Work to complete: Only one stretch of the records below is wanted: the lines from the one holding "Annotation task. Convert" through the one holding "Serialize what can". Return it exactly, both ends included.

(Saved entries)
━━━━━━━━━━━━━━━━━━━━
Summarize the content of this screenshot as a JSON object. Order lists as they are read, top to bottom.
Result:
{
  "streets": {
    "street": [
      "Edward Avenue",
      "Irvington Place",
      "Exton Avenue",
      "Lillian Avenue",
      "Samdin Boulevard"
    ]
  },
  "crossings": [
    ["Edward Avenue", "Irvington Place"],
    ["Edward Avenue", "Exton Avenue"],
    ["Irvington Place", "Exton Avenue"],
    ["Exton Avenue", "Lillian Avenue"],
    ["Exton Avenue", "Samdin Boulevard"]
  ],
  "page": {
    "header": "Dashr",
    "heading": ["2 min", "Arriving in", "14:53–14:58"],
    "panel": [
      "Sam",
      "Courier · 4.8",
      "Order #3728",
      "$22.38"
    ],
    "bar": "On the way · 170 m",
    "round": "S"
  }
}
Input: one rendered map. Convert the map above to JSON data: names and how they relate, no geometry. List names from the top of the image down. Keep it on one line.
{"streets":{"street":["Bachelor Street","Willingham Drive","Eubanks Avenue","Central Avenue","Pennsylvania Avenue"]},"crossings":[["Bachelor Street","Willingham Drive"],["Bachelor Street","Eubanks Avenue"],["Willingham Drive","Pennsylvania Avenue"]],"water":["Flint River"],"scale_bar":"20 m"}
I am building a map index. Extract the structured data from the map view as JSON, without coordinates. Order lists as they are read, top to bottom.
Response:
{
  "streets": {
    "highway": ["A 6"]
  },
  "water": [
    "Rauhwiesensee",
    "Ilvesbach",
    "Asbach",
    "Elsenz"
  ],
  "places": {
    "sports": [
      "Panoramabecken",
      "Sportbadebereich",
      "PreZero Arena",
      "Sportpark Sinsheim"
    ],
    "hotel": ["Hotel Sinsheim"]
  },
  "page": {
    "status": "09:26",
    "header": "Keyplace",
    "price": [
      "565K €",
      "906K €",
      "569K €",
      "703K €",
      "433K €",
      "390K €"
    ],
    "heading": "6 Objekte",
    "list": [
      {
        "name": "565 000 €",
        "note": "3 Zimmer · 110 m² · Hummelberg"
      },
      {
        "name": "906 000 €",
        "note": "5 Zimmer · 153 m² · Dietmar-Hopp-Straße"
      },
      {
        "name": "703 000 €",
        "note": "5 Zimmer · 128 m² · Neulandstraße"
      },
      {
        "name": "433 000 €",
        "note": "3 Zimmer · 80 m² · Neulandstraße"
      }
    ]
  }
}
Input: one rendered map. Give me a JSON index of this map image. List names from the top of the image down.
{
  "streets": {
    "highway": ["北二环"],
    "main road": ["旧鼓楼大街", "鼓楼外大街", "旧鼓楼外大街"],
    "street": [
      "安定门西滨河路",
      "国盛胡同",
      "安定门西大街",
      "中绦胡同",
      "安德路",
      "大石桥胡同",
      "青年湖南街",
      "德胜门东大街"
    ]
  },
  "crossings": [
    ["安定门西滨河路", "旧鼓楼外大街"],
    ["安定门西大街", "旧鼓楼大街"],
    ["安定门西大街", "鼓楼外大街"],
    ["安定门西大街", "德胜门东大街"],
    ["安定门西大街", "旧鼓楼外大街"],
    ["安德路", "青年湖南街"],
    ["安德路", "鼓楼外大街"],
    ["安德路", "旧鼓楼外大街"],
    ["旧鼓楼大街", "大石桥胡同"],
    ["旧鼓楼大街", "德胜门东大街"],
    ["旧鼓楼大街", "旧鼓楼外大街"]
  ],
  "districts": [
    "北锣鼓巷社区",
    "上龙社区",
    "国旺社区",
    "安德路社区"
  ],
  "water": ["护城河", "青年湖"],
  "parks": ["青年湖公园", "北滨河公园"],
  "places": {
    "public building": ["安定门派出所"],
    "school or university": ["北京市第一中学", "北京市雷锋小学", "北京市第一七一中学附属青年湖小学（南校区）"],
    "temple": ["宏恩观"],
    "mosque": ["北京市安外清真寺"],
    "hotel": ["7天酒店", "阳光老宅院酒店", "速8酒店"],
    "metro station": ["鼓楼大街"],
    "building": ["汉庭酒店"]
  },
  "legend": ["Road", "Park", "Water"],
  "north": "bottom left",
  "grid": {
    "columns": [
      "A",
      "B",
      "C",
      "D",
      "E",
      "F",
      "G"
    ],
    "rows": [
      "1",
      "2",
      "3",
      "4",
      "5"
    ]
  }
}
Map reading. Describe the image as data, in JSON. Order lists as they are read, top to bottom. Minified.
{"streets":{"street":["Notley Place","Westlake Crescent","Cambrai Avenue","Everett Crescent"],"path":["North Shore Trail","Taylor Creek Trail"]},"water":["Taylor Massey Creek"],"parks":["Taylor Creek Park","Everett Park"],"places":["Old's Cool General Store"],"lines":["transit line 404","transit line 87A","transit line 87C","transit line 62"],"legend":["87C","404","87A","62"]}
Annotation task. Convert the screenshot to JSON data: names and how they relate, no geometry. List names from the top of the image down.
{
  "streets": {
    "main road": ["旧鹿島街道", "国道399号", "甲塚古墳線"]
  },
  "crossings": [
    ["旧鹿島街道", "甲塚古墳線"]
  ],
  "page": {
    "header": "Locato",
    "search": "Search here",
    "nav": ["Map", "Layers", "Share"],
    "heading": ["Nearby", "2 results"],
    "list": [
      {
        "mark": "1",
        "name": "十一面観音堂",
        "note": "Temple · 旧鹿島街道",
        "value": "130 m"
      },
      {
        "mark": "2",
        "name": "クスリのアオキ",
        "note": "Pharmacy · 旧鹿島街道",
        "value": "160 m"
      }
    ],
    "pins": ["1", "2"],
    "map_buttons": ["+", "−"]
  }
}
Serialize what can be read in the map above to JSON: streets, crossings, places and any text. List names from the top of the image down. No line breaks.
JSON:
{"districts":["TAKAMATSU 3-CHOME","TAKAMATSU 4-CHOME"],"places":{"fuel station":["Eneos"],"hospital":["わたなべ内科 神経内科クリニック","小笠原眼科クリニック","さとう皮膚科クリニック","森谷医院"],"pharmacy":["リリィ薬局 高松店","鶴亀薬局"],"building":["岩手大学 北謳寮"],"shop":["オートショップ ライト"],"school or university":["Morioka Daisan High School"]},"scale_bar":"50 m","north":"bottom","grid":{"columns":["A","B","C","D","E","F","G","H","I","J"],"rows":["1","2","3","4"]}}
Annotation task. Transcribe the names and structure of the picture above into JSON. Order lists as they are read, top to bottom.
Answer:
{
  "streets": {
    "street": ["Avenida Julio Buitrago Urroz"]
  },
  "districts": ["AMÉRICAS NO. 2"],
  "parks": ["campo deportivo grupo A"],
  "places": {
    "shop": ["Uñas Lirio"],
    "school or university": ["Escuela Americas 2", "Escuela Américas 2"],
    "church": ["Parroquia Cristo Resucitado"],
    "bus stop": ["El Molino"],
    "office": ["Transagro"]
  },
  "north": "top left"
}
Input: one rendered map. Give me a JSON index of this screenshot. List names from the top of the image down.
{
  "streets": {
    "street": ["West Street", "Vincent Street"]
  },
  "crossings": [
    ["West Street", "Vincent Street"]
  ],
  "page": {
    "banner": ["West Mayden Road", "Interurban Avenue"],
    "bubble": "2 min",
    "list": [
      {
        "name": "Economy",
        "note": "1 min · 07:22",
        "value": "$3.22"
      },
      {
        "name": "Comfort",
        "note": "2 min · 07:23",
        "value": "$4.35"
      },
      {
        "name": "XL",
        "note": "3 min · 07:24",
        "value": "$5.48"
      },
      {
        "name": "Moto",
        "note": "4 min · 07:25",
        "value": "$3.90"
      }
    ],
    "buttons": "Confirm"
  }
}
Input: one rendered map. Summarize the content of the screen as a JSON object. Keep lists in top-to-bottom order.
━━━━━━━━━━━━━━━━━━━━
Solution for this exercise:
Annotation task. Convert the screenshot to JSON data: names and how they relate, no geometry. List names from the top of the image down.
{
  "streets": {
    "main road": ["旧鹿島街道", "国道399号", "甲塚古墳線"]
  },
  "crossings": [
    ["旧鹿島街道", "甲塚古墳線"]
  ],
  "page": {
    "header": "Locato",
    "search": "Search here",
    "nav": ["Map", "Layers", "Share"],
    "heading": ["Nearby", "2 results"],
    "list": [
      {
        "mark": "1",
        "name": "十一面観音堂",
        "note": "Temple · 旧鹿島街道",
        "value": "130 m"
      },
      {
        "mark": "2",
        "name": "クスリのアオキ",
        "note": "Pharmacy · 旧鹿島街道",
        "value": "160 m"
      }
    ],
    "pins": ["1", "2"],
    "map_buttons": ["+", "−"]
  }
}
Serialize what can be read in the map above to JSON: streets, crossings, places and any text. List names from the top of the image down. No line breaks.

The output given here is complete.